Balazs Scheidler wrote:
On Wed, 2008-03-05 at 11:50 -0800, Evan Rempel wrote:
Please bear with me. This is a little involved.
We have a bunch of servers, but I am only focusing on one today. It logs everything to two syslog-ng central servers. A really simple config file
--------- options { sync(0); log_fifo_size(50000); use_fqdn(yes); keep_hostname(no); chain_hostnames(yes); time_reap(60); time_reopen(5); };
source local { unix-stream("/dev/log" max-connections(200)); file("/proc/kmsg" log_prefix("kernel: ")); internal(); };
template standard_file { template("$ISODATE $FULLHOST $FACILITY.$LEVEL $MESSAGE\n"); template_escape(no); };
destination syslog { file("/var/log/syslog.$YEAR$MONTH$DAY.000000" owner("root") group("syslogs") perm(0640) template(standard_file)); };
destination syslogServer1 { tcp("server1" log_fifo_size(50000) ); }; destination syslogServer2 { tcp("server2" log_fifo_size(50000) ); };
log { source(local); destination(syslog); destination(syslogServer1); destination(syslogServer2); }; -----------------
Anyhow. On the two central servers, I different numbers of records in the files, and the statistics on the sender show
2008-03-04T23:26:38-08:00 local@caribou.comp.uvic.ca syslog.info syslog-ng[3391]: Log statistics; dropped='tcp(AF_INET(server2:514))=0', dropped='tcp(AF_INET(server1:514))=14690649', processed='center(queued)=53993217', processed='center(received)=17997739', processed='destination(syslogServer2)=17997739', processed='destination(syslogServer1)=17997739', processed='destination(syslog)=17997739', processed='source(local)=17997739'
The problem is that the files on disk show
caribou 16257954 server1 1742054 server2 965475
and that just doesn't add up. Neither server shows any dropped messages. I know that the statistics miss some time at the beginning of the day and at the end of the day, but the numbers don't even come close. Caribou stats show that no messages are dropped to server2, and lots dropped to server1, however, server2 actually wrote more messages to disk. Server 1 is also about 30% faster than server2.

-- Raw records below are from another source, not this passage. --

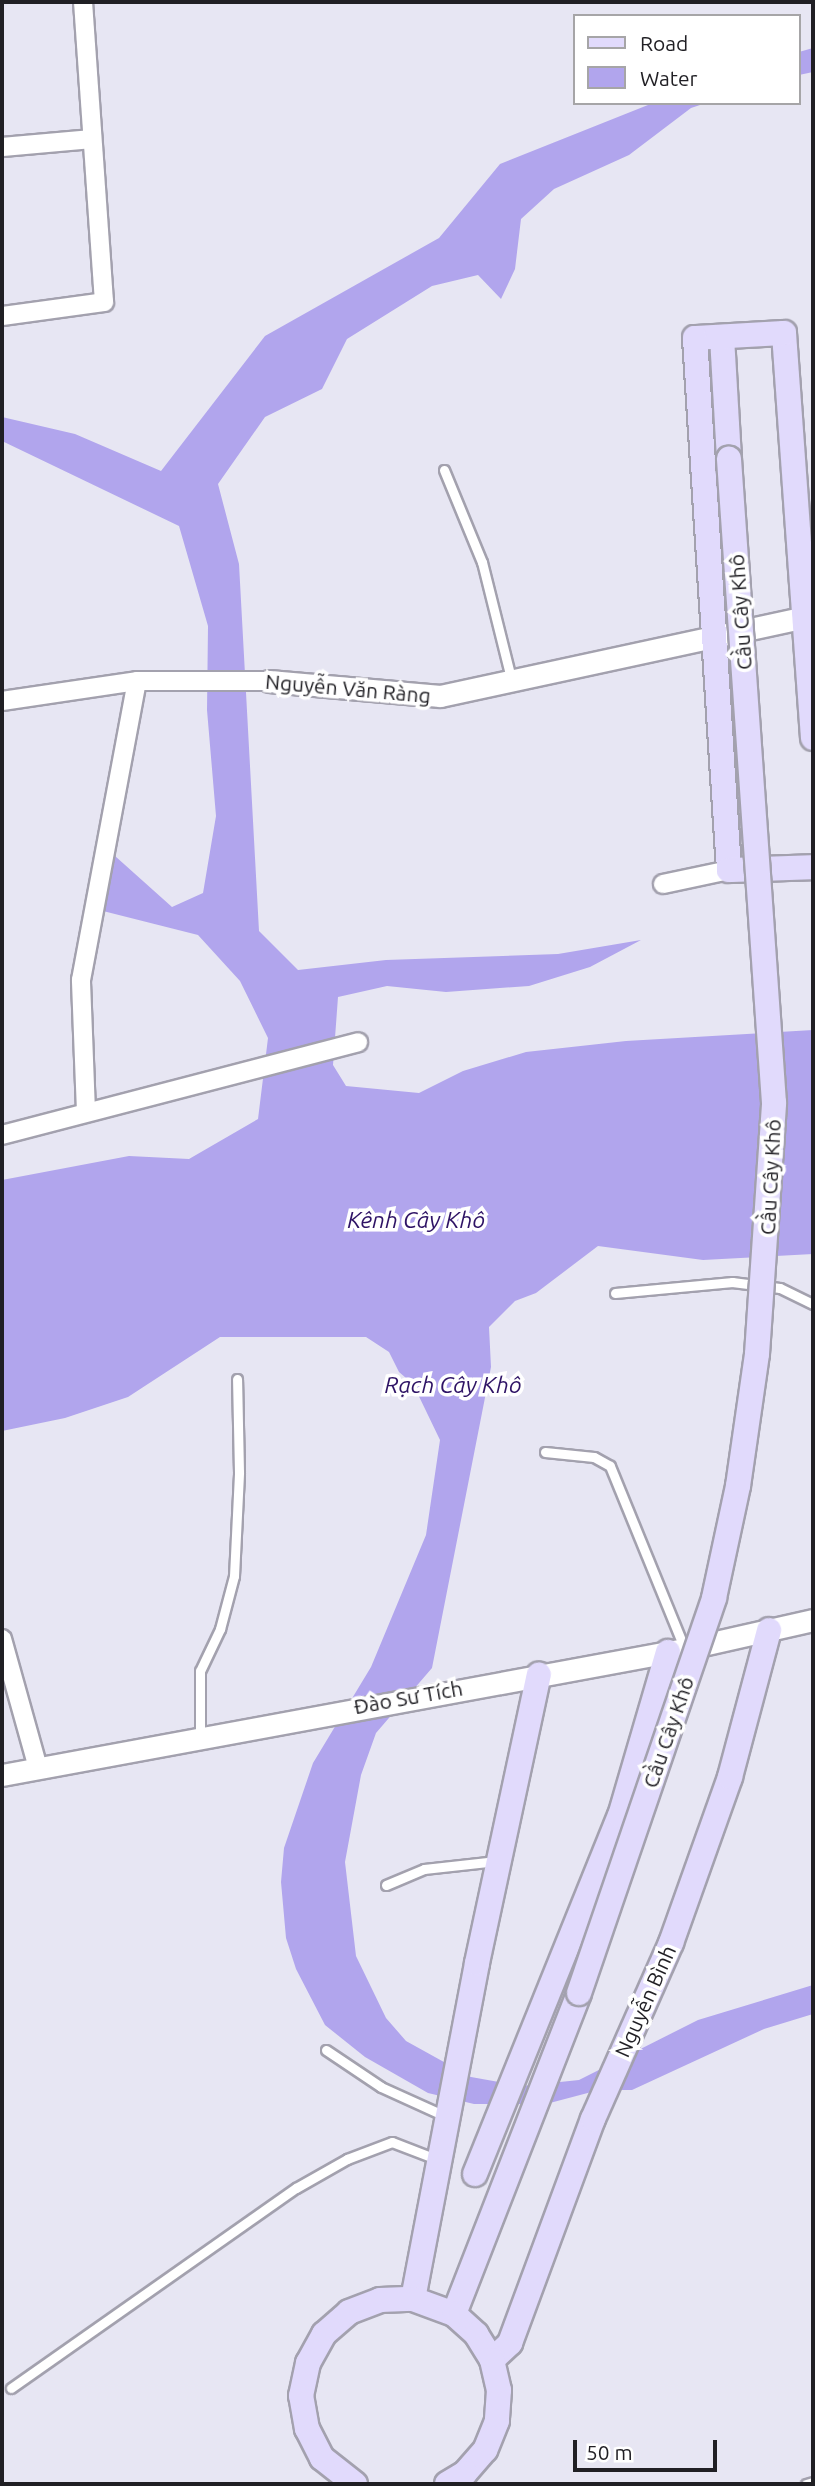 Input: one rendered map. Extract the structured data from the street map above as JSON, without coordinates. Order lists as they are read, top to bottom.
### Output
{
  "streets": {
    "main road": ["Cầu Cây Khô", "Nguyễn Bình"],
    "street": ["Nguyễn Văn Ràng", "Đào Sư Tích"]
  },
  "crossings": [
    ["Đào Sư Tích", "Nguyễn Bình"]
  ],
  "water": ["Kênh Cây Khô", "Rạch Cây Khô"],
  "legend": ["Road", "Water"],
  "scale_bar": "50 m"
}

I am willing to listen to any explanation, but I am beginning to think that the statistics that are logged are wrong.
I know about one possible bug that might explain this: as long as the _first_ connection to a TCP destination is not established, dropped messages are not counted.
E.g. the dropped counter is allocated for a destination when the first connection is established.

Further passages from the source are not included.